Here is my completely biased analysis, starting with the most successful and working my way down:
Mizzou - Until about three weeks ago, this was not a college, but, the name of a spicy soup. Then, their football team landed them on the front page of the NYT for something few sports teams ever do: risking their scholarships for a cause. The initial gale wind of the commentariat was against them until the day after their president and chancellor stepped down, two white students were arrested for making violent threats over the internet, thus proving the old adage that “occasionally, even paranoids have enemies.”
Princeton - Say what you will, these kids single-handedly lifted the lid on one of the best kept secrets in American history: Woodrow Wilson wasn’t merely a casual racist, he was an intentional segregationist who used all the powers of his office to overturn the results of civil service exams in order to keep blacks in their place. To paraphrase the Editorial Board of the New York Times: “Who knew?”
Amherst - After seeing Princeton take on Woodrow Wilson, it was heartening to see Amherst answer back with a resounding kick in the pants to a genocidal mascot that should have been retired years ago.

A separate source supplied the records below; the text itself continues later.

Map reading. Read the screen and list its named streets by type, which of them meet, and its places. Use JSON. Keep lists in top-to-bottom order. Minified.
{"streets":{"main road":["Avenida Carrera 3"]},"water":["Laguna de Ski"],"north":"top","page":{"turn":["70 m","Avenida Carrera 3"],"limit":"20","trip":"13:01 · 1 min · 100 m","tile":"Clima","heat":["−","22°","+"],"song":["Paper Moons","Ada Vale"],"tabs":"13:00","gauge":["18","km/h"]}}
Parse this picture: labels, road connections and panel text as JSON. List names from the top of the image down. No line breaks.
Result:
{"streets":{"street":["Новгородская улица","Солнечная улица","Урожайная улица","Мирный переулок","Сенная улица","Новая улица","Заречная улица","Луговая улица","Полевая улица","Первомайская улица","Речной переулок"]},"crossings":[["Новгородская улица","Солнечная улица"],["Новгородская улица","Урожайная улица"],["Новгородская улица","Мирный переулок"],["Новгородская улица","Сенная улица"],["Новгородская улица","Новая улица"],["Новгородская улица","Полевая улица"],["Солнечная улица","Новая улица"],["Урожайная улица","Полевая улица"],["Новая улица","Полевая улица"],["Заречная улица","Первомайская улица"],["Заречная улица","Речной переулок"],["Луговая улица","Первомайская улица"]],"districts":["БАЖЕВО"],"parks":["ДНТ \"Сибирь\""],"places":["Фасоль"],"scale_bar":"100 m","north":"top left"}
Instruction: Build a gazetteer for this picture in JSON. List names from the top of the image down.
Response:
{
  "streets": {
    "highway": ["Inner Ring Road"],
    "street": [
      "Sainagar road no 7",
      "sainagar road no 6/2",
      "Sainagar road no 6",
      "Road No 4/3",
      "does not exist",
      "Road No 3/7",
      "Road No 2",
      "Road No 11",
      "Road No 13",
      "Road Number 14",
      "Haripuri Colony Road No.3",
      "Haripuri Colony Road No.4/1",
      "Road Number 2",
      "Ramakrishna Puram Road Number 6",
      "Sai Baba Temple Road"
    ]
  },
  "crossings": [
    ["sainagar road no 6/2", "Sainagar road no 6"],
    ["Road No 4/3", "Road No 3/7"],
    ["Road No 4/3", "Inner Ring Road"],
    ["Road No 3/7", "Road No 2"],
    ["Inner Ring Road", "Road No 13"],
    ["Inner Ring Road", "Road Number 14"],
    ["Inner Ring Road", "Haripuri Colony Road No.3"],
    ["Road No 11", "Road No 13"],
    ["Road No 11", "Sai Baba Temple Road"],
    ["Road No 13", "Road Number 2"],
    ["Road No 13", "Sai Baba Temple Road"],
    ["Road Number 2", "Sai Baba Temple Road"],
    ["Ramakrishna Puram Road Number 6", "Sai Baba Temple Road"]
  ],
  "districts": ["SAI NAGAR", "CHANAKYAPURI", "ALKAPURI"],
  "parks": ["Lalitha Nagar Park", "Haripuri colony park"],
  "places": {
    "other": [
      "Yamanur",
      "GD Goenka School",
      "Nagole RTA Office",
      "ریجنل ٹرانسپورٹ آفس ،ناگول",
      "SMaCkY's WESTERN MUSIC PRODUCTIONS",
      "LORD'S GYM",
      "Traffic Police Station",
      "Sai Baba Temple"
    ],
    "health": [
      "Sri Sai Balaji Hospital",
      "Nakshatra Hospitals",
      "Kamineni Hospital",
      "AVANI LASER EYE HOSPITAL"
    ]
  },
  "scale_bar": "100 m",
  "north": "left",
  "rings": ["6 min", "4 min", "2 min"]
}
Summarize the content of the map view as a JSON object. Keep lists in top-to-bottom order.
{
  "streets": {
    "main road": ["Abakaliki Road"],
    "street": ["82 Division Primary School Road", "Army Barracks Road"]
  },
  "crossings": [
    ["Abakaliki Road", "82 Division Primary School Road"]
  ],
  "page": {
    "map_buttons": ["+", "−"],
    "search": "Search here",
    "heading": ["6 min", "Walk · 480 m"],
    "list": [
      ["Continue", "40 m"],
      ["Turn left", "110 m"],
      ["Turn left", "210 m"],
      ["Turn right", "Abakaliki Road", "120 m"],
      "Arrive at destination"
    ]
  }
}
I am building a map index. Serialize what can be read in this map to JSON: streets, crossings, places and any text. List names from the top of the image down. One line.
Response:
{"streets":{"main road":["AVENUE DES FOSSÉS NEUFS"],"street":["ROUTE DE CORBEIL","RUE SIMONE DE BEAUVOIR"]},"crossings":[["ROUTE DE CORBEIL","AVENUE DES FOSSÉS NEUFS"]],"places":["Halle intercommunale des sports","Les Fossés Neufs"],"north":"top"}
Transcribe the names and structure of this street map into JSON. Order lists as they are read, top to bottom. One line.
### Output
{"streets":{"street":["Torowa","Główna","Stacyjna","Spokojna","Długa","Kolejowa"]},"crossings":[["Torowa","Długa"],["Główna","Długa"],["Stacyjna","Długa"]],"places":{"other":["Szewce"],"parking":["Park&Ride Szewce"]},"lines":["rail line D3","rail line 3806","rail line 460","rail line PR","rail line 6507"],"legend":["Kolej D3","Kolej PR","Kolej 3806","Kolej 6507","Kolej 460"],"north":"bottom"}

Wesleyan - What initially began as a protest against a badly written student op-ed about Black Lives Matter (which apparently could not be answered by an equally badly written op-ed, supporting BLM), gradually devolved into a tussle over the student newspaper budget. In fact, we would probably still be debating whether censorship is really censorship if nothing has actually been censored - if Mizzou hadn’t blown it off the commentariat radar.
Claremont McKenna College - A dean resigned after a letter surfaced wherein she referred to certain students as “not fitting the mold .” I guess the question here is, “Do you really want to fit the mold?”
Ithaca College - A prominent alumnus carelessly referred to a student panelist as a “savage”. Query: how do you make an alumnus resign? Oh, you ask the college president to step down instead.
Williams College - Though this was not technically about race, the rescinding of an invitation to a controversial anti-feminist speaker was enough to get Williams thrown in with the whole “We’re Coddling Our Children With Anti-Free Speech Trigger Warnings” target zone.
Yale - This was about Halloween costumes.